Standardisasi, menurut Yakub, juga penting untuk membatasi produk furnitur impor. Dalam hal ini, produk Indonesia banyak bersaing dengan produk asal China, Thailand, Jepang, dan Jerman. Sebagian SNI yang bersifat wajib diterapkan untuk produk impor, tetapi secara umum SNI bagi produk furnitur lokal masih bersifat sukarela (voluntary).
”SNI saat ini masih voluntary dan berlaku di seluruh Indonesia. Namun, SNI penting agar kita bisa mendongkrak national branding dengan menyesuaikan standar perkembangan teknologi dan mutu. Bagi produsen, SNI ini juga jadi alat promosi, meningkatkan daya saing dan citra produk,” tuturnya.
BSB melaporkan, hingga saat ini telah cukup banyak kode SNI yang dihasilkan, khususnya produk kayu, antara lain 59 SNI mebel dan 93 SNI batang kayu dan gergajian. Lalu, 10 SNI kayu lapis, 30 SNI panel kayu, 15 SNI proses teknologi kayu, dan 13 SNI semimanufaktur kayu.
Direktur Pengolahan dan Pemasaran Hasil Hutan Direktur Jenderal Pengelolaan Hutan Produksi Lestari KLHK Rufi’ie menambahkan, sistem verifikasi legalitas kayu (SVLK) yang diatur untuk penetapan SNI berdampak pada perkembangan ekspor produk kayu. Jika nilai ekspor produk kayu pada 2013 hanya 6,1 miliar dollar AS, pada 2019 naik menjadi 11,6 miliar dollar AS.
Adapun menurut Kementerian Perindustrian, nilai ekspor industri furnitur pada 2019 sebesar 1,95 miliar dollar AS atau naik 14,6 persen dari tahun 2018. Industri furnitur termasuk dalam lima industri dengan nilai pertumbuhan terbesar pada tahun 2019, yaitu sebesar 8,35 persen.
Kendati penting, pemenuhan standardisasi oleh produsen furnitur lokal, khususnya yang berskala kecil dan menengah, dinilai banyak kurang dipahami atau sulit diikuti.
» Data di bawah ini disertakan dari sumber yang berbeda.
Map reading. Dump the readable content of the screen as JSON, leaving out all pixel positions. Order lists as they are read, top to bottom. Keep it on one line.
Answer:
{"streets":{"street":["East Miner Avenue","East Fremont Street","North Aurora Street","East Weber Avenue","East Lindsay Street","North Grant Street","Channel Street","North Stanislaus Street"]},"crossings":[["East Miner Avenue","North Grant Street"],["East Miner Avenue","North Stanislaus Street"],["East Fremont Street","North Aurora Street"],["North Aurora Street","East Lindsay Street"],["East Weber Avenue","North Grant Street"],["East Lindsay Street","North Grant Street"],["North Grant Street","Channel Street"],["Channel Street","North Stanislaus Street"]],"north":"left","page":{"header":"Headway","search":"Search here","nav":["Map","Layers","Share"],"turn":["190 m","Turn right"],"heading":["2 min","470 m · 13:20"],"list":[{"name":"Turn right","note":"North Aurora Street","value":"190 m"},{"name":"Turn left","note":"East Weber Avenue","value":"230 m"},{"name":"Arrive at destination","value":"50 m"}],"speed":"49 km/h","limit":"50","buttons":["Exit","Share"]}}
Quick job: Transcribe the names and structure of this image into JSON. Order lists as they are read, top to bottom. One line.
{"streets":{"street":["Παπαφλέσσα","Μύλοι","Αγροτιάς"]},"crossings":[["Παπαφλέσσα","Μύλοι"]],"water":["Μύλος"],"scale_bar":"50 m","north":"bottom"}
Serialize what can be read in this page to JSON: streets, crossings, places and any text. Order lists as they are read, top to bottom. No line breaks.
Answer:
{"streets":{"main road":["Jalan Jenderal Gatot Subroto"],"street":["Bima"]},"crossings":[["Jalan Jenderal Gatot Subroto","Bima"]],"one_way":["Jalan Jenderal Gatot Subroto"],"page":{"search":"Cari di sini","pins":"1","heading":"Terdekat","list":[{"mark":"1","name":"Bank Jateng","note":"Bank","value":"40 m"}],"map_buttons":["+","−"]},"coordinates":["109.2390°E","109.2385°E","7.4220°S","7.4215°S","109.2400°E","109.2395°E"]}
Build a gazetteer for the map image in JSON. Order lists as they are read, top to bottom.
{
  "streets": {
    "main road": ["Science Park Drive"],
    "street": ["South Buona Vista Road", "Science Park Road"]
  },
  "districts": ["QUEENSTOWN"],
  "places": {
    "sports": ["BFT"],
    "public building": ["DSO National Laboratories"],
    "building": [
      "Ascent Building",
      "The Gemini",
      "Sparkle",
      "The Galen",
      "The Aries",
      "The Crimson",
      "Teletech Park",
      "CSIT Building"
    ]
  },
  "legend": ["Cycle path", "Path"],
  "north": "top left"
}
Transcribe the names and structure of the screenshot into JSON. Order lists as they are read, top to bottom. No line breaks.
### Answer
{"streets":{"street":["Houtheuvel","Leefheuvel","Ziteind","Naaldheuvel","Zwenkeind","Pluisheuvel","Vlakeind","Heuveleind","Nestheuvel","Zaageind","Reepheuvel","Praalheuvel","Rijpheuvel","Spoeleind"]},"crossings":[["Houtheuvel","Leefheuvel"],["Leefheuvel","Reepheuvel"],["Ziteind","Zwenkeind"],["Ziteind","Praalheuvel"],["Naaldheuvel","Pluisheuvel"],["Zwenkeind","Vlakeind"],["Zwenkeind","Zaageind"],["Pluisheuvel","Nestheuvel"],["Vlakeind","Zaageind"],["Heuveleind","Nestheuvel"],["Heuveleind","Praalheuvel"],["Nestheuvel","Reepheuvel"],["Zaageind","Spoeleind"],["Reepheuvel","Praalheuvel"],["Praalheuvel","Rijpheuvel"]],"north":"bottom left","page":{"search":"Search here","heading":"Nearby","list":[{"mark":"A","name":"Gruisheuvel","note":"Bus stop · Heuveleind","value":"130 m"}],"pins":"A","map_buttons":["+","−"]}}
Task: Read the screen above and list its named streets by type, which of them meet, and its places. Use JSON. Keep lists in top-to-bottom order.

Hal itu dikatakan tenaga ahli Free Trade Agreement (FTA) Center, M Adi Prasetiawan, pada kesempatan sama.
”Untuk mencapai standar mutu negara tujuan ekspor, kita harus mencukupi standar nasional kita. Namun, kadang kala ini dilupakan produsen kita, terutama bagi pelaku usaha mikro kecil dan menengah (UMKM). Alasannya, antara lain, faktor teknis tenaga mereka, lalu biaya yang akan dikeluarkan,” katanya.